• **Assignment**
Look through the entries below, please, and copy every line with the word "Eckstein".

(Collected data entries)
################
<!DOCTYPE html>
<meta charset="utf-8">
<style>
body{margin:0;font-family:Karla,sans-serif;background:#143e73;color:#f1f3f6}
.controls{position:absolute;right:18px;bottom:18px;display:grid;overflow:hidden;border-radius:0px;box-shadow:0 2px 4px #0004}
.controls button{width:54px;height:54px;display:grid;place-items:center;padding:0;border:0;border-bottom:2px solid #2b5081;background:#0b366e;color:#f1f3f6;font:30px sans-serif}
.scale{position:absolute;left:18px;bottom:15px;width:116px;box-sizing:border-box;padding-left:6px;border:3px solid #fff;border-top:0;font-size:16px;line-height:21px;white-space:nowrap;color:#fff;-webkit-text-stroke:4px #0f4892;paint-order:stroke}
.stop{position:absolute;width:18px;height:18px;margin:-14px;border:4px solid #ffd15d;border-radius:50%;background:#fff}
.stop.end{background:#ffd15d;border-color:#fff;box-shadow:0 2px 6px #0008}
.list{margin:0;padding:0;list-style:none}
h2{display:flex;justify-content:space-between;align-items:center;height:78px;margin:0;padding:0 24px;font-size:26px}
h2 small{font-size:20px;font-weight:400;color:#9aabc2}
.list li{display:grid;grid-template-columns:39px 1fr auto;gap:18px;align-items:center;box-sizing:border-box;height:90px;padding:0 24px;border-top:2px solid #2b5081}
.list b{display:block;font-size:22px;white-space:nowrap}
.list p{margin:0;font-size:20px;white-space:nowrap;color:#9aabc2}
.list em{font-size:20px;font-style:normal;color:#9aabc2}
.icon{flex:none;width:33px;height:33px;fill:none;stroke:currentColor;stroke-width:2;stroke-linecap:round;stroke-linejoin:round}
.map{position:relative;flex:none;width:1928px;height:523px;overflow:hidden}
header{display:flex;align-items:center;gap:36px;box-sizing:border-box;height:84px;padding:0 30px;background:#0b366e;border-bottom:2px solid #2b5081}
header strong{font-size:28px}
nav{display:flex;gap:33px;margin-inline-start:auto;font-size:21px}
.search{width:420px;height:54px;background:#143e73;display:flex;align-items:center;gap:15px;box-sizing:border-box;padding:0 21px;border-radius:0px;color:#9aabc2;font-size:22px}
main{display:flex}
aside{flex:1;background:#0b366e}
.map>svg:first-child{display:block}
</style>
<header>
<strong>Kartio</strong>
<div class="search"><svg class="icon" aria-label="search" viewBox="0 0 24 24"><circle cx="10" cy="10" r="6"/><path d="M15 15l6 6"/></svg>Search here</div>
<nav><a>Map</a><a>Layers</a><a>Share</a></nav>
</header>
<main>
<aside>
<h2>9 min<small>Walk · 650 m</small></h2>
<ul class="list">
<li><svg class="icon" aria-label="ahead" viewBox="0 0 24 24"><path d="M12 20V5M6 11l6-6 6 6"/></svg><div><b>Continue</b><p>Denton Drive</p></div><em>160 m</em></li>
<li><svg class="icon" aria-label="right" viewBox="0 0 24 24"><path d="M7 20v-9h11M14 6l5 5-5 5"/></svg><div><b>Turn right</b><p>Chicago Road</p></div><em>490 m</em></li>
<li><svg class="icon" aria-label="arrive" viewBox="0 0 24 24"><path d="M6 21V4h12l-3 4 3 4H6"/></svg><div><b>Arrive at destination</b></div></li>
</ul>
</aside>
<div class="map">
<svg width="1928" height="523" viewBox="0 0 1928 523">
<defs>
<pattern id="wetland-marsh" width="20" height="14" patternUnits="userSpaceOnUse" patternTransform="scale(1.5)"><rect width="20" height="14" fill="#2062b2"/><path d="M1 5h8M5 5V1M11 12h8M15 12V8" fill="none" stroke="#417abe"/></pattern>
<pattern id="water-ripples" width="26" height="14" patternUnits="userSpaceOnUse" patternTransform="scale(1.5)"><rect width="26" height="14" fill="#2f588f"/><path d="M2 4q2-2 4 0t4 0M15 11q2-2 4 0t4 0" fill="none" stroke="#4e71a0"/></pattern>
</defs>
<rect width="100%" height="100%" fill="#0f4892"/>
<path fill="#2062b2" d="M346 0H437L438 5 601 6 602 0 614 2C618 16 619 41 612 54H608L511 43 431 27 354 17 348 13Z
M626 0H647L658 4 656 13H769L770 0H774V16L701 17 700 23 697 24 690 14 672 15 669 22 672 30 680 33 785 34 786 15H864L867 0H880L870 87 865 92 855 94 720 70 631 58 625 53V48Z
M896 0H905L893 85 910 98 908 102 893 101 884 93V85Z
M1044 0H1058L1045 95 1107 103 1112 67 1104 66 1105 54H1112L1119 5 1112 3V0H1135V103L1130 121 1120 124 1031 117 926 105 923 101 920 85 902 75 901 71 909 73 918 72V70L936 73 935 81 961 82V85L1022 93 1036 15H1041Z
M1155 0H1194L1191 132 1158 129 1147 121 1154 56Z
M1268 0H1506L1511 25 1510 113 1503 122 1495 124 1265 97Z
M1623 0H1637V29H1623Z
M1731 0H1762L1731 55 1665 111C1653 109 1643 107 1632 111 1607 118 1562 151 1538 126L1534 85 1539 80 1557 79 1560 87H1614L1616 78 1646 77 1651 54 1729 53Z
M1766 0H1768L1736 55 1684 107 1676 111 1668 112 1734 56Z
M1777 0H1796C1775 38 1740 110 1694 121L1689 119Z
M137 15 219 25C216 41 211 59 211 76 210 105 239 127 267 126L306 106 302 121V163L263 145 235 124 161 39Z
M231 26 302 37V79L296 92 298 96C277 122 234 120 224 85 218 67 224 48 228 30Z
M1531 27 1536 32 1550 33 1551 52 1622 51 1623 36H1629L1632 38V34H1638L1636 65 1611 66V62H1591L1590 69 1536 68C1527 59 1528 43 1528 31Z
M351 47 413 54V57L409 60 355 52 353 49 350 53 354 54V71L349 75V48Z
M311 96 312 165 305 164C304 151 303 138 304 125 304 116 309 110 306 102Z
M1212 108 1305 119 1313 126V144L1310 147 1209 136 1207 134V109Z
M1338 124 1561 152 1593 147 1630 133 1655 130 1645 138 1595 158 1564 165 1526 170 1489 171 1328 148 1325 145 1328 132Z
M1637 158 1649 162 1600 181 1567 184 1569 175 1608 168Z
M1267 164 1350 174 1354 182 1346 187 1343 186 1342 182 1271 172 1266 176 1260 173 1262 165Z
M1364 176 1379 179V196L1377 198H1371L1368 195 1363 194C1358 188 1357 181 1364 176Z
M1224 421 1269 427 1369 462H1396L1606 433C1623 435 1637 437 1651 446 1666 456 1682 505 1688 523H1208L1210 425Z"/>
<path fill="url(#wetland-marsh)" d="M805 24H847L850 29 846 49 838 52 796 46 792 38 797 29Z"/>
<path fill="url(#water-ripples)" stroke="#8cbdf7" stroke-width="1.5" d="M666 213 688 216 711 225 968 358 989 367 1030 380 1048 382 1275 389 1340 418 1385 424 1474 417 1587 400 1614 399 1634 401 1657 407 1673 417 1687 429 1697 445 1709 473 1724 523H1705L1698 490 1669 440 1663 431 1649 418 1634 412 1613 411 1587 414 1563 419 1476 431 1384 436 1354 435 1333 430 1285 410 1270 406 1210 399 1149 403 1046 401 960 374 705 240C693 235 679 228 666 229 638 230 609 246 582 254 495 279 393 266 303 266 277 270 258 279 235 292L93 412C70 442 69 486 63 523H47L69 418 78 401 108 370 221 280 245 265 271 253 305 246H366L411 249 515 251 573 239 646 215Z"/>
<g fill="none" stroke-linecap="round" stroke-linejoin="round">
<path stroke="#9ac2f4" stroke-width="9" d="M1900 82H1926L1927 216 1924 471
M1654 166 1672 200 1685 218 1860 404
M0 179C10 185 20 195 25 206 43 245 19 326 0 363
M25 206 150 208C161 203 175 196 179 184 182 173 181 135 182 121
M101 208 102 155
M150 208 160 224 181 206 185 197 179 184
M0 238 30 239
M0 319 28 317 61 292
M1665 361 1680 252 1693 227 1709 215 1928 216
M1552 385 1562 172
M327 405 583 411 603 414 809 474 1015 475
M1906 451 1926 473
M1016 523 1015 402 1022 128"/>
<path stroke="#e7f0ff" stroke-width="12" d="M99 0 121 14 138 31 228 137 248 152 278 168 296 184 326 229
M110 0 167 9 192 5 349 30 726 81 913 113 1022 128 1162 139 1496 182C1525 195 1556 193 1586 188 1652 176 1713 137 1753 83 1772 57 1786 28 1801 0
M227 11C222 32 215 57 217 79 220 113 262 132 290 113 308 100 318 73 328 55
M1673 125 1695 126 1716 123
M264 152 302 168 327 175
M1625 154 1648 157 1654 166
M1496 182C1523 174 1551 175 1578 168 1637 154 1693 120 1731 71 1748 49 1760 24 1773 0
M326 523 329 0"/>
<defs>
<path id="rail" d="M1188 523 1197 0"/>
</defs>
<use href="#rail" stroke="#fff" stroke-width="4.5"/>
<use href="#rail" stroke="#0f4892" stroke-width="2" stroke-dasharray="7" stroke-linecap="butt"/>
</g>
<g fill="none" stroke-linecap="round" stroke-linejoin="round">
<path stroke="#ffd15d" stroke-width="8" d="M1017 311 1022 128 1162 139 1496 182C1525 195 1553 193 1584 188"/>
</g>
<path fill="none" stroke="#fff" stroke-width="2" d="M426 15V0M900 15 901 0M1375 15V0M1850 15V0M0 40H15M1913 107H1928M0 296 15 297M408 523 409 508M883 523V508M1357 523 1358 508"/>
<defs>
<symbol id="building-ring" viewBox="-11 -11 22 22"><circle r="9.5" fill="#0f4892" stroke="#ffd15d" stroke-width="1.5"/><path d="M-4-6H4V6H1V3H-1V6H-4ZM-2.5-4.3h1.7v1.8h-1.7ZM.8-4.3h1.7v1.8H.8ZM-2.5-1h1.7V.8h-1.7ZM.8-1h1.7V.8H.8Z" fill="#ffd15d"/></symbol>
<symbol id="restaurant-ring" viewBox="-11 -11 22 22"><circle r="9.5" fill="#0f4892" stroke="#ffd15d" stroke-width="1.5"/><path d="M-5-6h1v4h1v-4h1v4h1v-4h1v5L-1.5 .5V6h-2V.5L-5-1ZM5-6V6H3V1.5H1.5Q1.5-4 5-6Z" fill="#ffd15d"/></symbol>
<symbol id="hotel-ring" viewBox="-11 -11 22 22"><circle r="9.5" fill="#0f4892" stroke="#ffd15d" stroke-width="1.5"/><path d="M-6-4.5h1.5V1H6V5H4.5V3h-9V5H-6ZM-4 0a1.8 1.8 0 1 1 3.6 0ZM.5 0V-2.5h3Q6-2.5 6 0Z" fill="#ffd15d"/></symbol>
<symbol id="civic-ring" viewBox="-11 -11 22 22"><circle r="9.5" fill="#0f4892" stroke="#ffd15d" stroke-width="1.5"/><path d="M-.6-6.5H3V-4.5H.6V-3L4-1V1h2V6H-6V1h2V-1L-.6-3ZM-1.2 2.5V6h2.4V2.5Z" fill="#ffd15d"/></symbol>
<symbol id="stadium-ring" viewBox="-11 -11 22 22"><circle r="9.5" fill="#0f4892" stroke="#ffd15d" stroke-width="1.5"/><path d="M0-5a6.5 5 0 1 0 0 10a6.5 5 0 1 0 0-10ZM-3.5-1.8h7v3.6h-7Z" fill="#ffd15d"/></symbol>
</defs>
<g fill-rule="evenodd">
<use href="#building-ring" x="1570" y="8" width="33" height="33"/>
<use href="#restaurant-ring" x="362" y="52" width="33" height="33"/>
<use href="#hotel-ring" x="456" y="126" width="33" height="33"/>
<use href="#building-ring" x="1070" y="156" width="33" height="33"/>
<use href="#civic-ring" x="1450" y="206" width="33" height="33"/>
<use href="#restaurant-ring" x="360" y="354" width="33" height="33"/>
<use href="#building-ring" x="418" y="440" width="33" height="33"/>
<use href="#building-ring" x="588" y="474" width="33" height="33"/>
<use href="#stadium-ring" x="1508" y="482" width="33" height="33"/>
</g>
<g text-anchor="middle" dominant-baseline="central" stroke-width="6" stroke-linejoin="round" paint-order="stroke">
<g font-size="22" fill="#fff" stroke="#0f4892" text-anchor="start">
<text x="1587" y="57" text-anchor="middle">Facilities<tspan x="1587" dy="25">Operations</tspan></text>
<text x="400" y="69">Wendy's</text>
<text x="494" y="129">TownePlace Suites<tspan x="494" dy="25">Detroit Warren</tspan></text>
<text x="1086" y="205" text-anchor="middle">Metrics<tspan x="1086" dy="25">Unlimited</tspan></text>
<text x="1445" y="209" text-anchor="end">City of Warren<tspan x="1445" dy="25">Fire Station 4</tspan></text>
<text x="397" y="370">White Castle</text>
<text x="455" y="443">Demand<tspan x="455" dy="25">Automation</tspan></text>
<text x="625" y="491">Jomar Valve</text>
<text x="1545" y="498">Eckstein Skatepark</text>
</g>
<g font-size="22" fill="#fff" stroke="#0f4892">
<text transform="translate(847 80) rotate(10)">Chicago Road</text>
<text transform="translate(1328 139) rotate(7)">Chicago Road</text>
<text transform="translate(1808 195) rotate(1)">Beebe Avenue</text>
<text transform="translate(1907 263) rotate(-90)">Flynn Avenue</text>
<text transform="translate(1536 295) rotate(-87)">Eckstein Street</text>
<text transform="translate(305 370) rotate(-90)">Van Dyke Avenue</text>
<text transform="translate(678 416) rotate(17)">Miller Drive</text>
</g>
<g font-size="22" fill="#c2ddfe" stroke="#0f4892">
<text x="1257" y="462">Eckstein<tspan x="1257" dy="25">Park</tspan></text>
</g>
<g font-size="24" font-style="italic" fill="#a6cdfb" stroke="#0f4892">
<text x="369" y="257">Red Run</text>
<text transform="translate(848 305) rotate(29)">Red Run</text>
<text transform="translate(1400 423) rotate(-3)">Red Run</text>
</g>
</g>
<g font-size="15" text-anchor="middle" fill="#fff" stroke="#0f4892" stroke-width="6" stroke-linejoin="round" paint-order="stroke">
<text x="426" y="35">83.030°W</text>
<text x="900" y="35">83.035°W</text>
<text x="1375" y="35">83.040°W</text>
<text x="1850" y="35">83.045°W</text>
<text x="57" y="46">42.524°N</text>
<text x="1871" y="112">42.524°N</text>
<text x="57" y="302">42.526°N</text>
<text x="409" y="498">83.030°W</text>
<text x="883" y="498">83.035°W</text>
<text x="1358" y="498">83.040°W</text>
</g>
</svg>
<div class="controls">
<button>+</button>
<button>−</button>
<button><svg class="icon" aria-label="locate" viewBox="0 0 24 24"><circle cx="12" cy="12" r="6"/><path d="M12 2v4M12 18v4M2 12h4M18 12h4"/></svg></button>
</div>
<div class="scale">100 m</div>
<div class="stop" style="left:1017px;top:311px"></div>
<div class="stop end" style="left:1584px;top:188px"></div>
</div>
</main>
################
• **Response to the exercise**
<text x="1545" y="498">Eckstein Skatepark</text>
<text transform="translate(1536 295) rotate(-87)">Eckstein Street</text>
<text x="1257" y="462">Eckstein<tspan x="1257" dy="25">Park</tspan></text>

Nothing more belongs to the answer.